SAN DIEGO (CNS) - Mayor Kevin Faulconer Monday touted a proposed ballot measure that he said would raise hotel room taxes to pay for an expansion of the San Diego Convention Center and produce funding streams for road repairs and homelessness programs.
The plan, which needs voter approval because of the tax hike, is scheduled to be submitted to the City Council's Rules Committee on Wednesday. The full City Council will later have to decide whether to call a special election, likely for November.
"This ballot measure will create jobs, fix streets and help reduce homelessness in our city," Faulconer told reporters.
"Our convention center must be modernized and expanded to keep up with other cities that are taking away from our tourism business," Faulconer said. "I'm not asking San Diego taxpayers, who are being taxed enough already, to shoulder this burden."

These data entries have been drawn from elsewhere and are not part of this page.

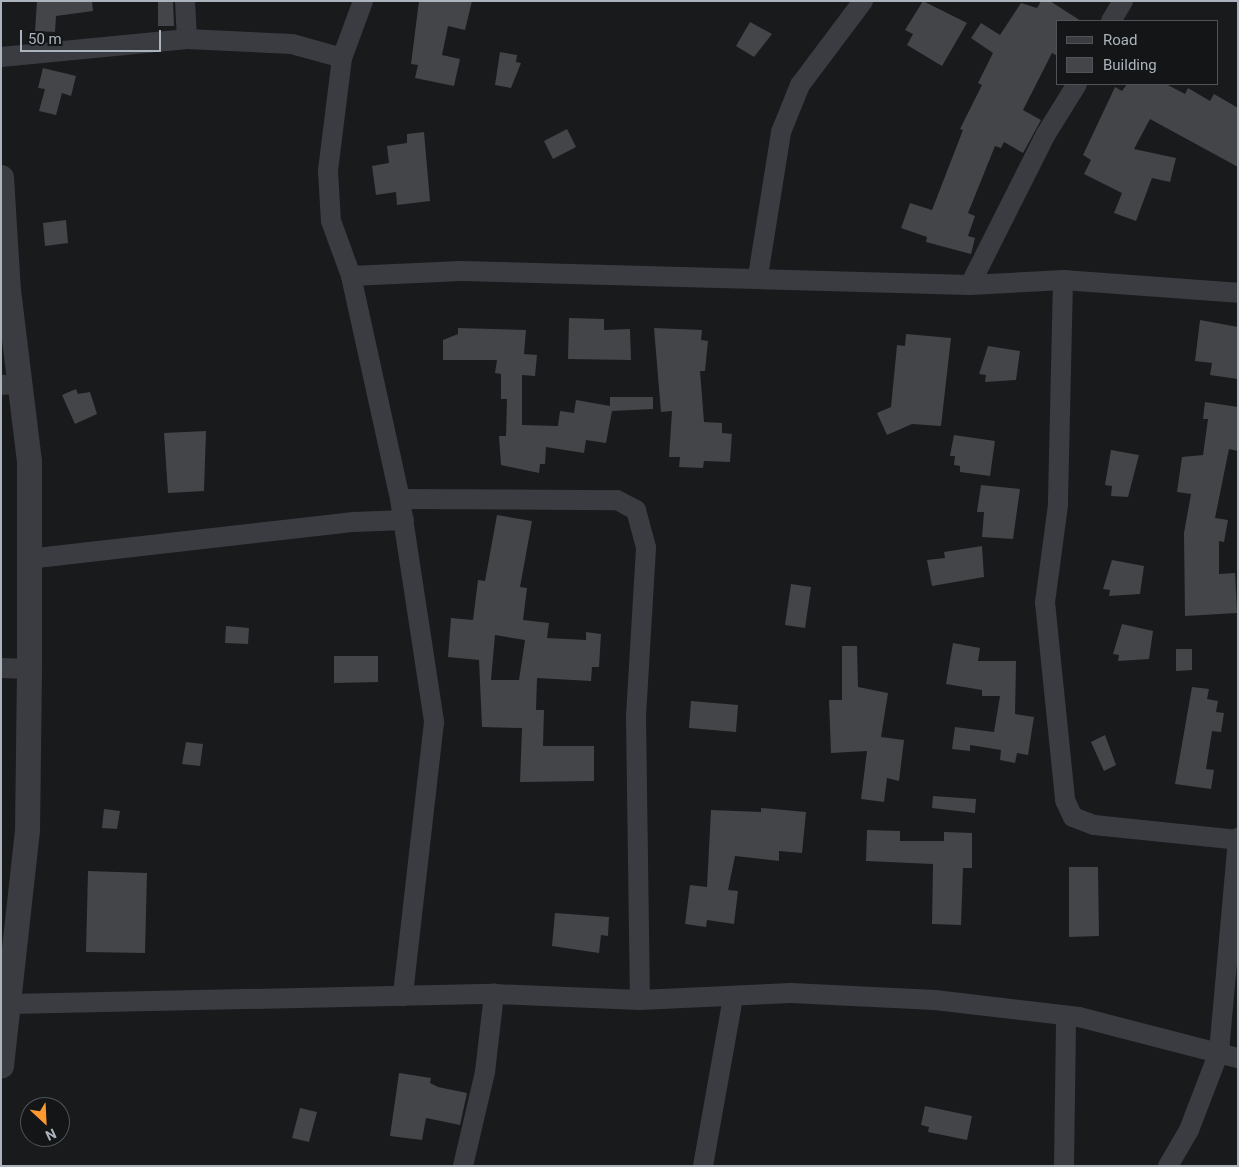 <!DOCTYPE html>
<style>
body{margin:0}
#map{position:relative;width:1239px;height:1167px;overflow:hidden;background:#191a1c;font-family:Roboto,sans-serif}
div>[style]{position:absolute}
.building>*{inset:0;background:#434549}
.minor>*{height:20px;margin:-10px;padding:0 10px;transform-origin:10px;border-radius:10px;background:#3a3c42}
.tertiary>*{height:25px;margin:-12.5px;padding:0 12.5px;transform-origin:12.5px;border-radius:12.5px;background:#3a3c42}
span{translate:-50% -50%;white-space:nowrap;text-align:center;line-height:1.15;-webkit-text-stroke:4px #141517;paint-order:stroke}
.frame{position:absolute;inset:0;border:2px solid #abb3bd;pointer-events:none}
.legend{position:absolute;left:1056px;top:20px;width:162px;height:65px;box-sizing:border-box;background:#141517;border:1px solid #505459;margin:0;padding:6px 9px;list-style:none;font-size:15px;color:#abb3bd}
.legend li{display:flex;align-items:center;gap:10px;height:25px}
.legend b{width:25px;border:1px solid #505459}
.north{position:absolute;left:20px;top:1097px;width:50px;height:50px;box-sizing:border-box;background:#141517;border:1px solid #505459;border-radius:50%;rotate:155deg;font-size:14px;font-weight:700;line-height:20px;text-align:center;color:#abb3bd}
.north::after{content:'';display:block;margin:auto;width:18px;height:22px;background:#ff992f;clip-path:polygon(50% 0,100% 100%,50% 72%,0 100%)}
.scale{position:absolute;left:20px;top:30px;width:141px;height:22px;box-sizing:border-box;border:2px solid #abb3bd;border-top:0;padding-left:6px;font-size:15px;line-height:18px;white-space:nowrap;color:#abb3bd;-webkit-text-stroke:4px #141517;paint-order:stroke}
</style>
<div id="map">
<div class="building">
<div style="clip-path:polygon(37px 1px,92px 1px,93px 11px,56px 16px,55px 32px,35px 31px)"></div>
<div style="clip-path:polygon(158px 1px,173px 1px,174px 26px,158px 26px)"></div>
<div style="clip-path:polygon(419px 1px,472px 1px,465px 30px,448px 26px,442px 55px,460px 59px,454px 86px,415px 78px,418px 65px,411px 64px)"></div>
<div style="clip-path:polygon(923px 1px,967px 23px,942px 66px,907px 45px,913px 34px,905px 30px)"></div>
<div style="clip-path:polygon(1041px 1px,1050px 1px,1081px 21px,1058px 21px,1058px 56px,1052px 53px,1023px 110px,1041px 120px,1023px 153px,1004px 142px,1001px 148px,995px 146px,968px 213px,975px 216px,968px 236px,975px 238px,971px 254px,926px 242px,927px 237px,901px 228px,910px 203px,932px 210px,963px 130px,960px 129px,982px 85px,978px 83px,993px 53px,971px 38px,981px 23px,1000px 35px,1021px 3px,1037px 8px)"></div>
<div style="clip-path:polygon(750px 22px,772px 34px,754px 57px,736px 46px)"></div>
<div style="clip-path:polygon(500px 52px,517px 55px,516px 62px,521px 63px,511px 88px,495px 85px)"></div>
<div style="clip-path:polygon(43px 68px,76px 76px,71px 96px,62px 93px,56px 115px,39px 111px,45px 89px,38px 88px)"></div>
<div style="clip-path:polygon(1127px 84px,1166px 84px,1185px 94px,1188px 88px,1210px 101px,1214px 94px,1238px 108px,1238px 167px,1150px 119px,1134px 149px,1176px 158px,1170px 182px,1152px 178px,1136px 221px,1114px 213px,1122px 193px,1084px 174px,1091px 160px,1083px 155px,1115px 87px,1122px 91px)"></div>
<div style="clip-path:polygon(567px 129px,576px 147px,553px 159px,544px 141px)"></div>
<div style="clip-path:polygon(424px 132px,430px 201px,397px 205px,396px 192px,376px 195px,372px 166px,389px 163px,387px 146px,407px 143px,407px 134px)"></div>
<div style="clip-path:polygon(66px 220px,68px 243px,45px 246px,43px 223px)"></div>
<div style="clip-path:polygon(569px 318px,604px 319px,604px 330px,630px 329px,631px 360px,568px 359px)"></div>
<div style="clip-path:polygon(1200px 320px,1238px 327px,1238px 379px,1210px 375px,1212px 363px,1195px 361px)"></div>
<div style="clip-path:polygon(458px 328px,526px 330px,524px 354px,537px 355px,535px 376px,522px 375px,522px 425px,558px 426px,560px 411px,574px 413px,576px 400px,610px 406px,610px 397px,653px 397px,653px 409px,612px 411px,606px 443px,586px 440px,584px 453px,546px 447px,545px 464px,540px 464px,539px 473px,501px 465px,499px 436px,506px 436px,507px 399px,501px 399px,501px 374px,495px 373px,497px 360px,443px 360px,443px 340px,458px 334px)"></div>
<div style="clip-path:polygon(654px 328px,702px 330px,701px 340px,708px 341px,705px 371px,700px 371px,704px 422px,722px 423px,722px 433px,732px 434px,730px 462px,704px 461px,703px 468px,679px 467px,680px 457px,669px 457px,672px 411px,661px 412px)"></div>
<div style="clip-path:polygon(906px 334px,951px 338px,941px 426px,912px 424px,887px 435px,877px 413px,891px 407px,897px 345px,905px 346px)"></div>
<div style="clip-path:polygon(988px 346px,1020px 351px,1016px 380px,985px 382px,986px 375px,979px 374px)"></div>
<div style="clip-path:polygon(76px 389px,78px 394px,90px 392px,97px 414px,75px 424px,62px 395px)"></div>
<div style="clip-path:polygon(1205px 402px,1238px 407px,1238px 451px,1229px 449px,1215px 518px,1228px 520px,1224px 542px,1219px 541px,1219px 574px,1235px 573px,1237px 613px,1185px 616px,1184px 533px,1191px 494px,1177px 492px,1182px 457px,1203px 455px,1208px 419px,1203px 419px)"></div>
<div style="clip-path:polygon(206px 431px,204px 491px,168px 493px,164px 433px)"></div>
<div style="clip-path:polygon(954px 435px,995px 441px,990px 476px,960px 472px,960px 466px,954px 465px,955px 456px,950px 456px)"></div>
<div style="clip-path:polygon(1111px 450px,1139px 455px,1128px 497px,1111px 496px,1112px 486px,1105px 485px)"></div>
<div style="clip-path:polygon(981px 485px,1020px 489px,1013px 539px,982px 537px,984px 512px,977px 512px)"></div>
<div style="clip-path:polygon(evenodd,497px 515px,532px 521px,520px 587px,527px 588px,523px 620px,549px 623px,547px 638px,586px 640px,586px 632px,601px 634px,599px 667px,592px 667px,591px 681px,537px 678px,536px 710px,544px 710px,543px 746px,594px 746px,594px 781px,520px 782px,522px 728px,482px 727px,479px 660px,448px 657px,451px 618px,473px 620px,478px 580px,485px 581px,497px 515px,495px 635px,525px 640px,519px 680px,491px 680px,495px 635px)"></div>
<div style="clip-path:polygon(982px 546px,984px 577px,932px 586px,927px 560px,945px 558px,944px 552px)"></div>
<div style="clip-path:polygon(1112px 560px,1144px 566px,1140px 594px,1109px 596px,1110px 590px,1103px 589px)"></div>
<div style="clip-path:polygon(791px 584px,811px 587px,805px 628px,785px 625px)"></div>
<div style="clip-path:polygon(1122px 624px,1153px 631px,1149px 659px,1118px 661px,1119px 655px,1113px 654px)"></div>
<div style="clip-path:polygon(226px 626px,249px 628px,248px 644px,225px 643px)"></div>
<div style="clip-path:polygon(953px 643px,980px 648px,978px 661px,1016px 661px,1015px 714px,1034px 717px,1028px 755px,1017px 753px,1015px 763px,1000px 760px,1001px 750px,970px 745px,970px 751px,952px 749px,955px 727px,994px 732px,1000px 696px,982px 696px,982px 690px,946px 684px)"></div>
<div style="clip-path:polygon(842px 646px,857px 646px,858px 687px,888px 693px,881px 737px,904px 740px,899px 781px,887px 778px,884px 802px,861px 799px,867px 751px,831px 753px,829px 700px,842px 700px)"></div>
<div style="clip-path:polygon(1176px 649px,1192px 649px,1192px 670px,1176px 671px)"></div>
<div style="clip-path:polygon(334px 656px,378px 656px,378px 682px,334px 683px)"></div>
<div style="clip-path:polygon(1192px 687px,1209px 689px,1207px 699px,1218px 701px,1216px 712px,1224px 713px,1221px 732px,1212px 731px,1206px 769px,1214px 770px,1211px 789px,1175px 784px)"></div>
<div style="clip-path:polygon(691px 701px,738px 705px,736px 732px,689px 728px)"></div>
<div style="clip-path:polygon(1105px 735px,1116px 765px,1104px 771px,1091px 742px)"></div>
<div style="clip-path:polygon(186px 742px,203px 744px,200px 766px,182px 764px)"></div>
<div style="clip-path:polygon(933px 796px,976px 799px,975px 813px,932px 808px)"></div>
<div style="clip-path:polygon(761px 808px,806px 812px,802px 853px,779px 851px,779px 861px,735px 856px,728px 890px,738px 891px,734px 924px,707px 920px,706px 927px,685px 924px,690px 885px,707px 887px,711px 810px,761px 812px)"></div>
<div style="clip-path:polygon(104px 809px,120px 811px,117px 829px,102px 828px)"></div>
<div style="clip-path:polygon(867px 830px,900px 831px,900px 841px,944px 841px,944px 832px,972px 833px,972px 868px,963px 868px,961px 925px,932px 924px,933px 864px,866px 861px)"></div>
<div style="clip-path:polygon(1069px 867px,1098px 867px,1099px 936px,1069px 937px)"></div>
<div style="clip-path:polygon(88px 871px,147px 873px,145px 953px,86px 952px)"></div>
<div style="clip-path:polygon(555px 913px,609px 917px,608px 936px,601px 935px,599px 953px,552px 946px)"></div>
<div style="clip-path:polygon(399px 1073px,431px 1078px,430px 1083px,438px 1087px,467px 1093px,460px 1125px,426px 1118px,422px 1140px,390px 1136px)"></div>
<div style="clip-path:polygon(925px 1106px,972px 1116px,967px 1140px,928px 1132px,929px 1127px,921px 1125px)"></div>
<div style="clip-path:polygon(300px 1108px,317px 1112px,309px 1142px,292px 1138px)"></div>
</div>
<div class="minor">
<div style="left:185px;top:1px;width:38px;rotate:87deg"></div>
<div style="left:363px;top:1px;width:61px;rotate:110.2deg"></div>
<div style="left:342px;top:58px;width:114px;rotate:97.1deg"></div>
<div style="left:328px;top:171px;width:50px;rotate:86.6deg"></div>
<div style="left:331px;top:221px;width:59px;rotate:70deg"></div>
<div style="left:351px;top:276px;width:228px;rotate:77.6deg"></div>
<div style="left:400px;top:499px;width:226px;rotate:81.3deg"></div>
<div style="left:434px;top:722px;width:276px;rotate:96.5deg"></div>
<div style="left:1111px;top:21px;width:23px;rotate:-59deg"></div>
<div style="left:1px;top:57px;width:187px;rotate:-5.5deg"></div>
<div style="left:187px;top:39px;width:105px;rotate:2.7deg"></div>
<div style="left:292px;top:44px;width:52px;rotate:15.6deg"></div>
<div style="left:351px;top:276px;width:110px;rotate:-2.6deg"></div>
<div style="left:461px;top:271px;width:509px;rotate:1.58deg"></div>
<div style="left:970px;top:285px;width:93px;rotate:-3.1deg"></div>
<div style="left:1063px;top:280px;width:175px;rotate:4.2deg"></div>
<div style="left:758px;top:276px;width:146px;rotate:-80.9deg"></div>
<div style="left:781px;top:132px;width:51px;rotate:-68deg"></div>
<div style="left:800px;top:85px;width:105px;rotate:-53.1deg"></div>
<div style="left:1063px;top:280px;width:225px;rotate:91.3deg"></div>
<div style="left:1058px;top:505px;width:98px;rotate:97.6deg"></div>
<div style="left:1045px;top:602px;width:199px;rotate:84.2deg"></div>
<div style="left:1065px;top:800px;width:19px;rotate:65deg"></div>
<div style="left:1073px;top:817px;width:22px;rotate:21deg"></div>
<div style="left:1094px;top:825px;width:145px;rotate:5.9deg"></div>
<div style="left:970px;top:285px;width:169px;rotate:-63.3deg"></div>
<div style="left:1046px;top:134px;width:59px;rotate:-58.2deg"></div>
<div style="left:1px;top:385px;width:16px;rotate:-4deg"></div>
<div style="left:400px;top:499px;width:217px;rotate:0.3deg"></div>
<div style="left:617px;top:500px;width:21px;rotate:28deg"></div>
<div style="left:636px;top:510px;width:39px;rotate:75deg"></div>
<div style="left:646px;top:548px;width:169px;rotate:93.4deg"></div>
<div style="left:636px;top:717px;width:283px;rotate:89.2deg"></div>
<div style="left:28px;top:559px;width:328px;rotate:-6.5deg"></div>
<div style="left:354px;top:522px;width:50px;rotate:-2.3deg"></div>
<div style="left:1px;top:668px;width:28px;rotate:2deg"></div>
<div style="left:10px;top:1004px;width:484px;rotate:-1.2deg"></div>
<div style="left:494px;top:994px;width:146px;rotate:2.4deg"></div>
<div style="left:640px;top:1000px;width:151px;rotate:-2.7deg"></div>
<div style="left:791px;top:993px;width:144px;rotate:2.8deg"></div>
<div style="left:935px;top:1000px;width:145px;rotate:6.7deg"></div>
<div style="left:1079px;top:1017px;width:164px;rotate:14.5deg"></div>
<div style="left:463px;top:1166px;width:97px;rotate:-76.8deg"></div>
<div style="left:485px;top:1072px;width:79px;rotate:-83.4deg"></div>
<div style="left:703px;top:1166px;width:172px;rotate:-79.9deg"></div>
<div style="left:1064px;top:1166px;width:150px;rotate:-89.2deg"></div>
<div style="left:1168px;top:1166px;width:42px;rotate:-59.7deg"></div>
<div style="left:1189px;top:1130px;width:84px;rotate:-69deg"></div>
<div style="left:1219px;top:1052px;width:215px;rotate:-84.9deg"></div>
</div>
<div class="tertiary">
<div style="left:1px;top:177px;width:113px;rotate:86.5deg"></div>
<div style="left:8px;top:290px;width:172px;rotate:83deg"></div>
<div style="left:29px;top:461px;width:208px;rotate:90deg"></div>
<div style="left:29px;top:669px;width:161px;rotate:90.7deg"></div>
<div style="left:27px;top:830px;width:237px;rotate:96.3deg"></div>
</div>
<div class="frame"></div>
<ul class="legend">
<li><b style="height:6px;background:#3a3c42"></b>Road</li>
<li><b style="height:14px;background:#434549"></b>Building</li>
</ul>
<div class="north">N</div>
<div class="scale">50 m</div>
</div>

The levy -- known officially as the Transient Occupancy Tax -- is paid by hotel guests. The Chargers attempted a similar funding mechanism in their stadium measure last November, but it failed to gain the support of even a majority of voters. Two-thirds voter support is required to raise taxes.
Tourism boosters contend the bayside convention center is losing out on the biggest trade shows because other cities can offer facilities with more room. Competing convention centers have for years been trying to lure away Comic-Con International, the annual celebration of the popular arts that began in San Diego and is the area's largest annual event.
The mayor's office said expansion would add 400,000 square feet of convention space, which could attract an additional 50 events to downtown. Supporters projected that would generate an additional $15 million annually in room tax revenue for the city from more than 380,000 new hotel room nights.
The extra dollars would help pay for municipal services such as public safety, parks and libraries, according to the mayor's office.
The proposal also estimates an additional $10 million each for programs for the homeless and road repairs every year, with the income growing as tourism increases. That money can back bonds that would bring in additional funding for projects.
Political consultant John Dadian told 10News he thinks that will get the average voter to vote "yes" on the initiative.
"I think for issues such as road repairs and homelessness, people will probably tend to vote for it because it's not impacting them directly. The only time maybe that'll affect them is if they have relatives from out of town or if they want to do a staycation," said Dadian.
If approved by voters, the hotel room tax increase would take effect in 2018. Construction on the convention center expansion would begin in summer 2019 and take 44 months.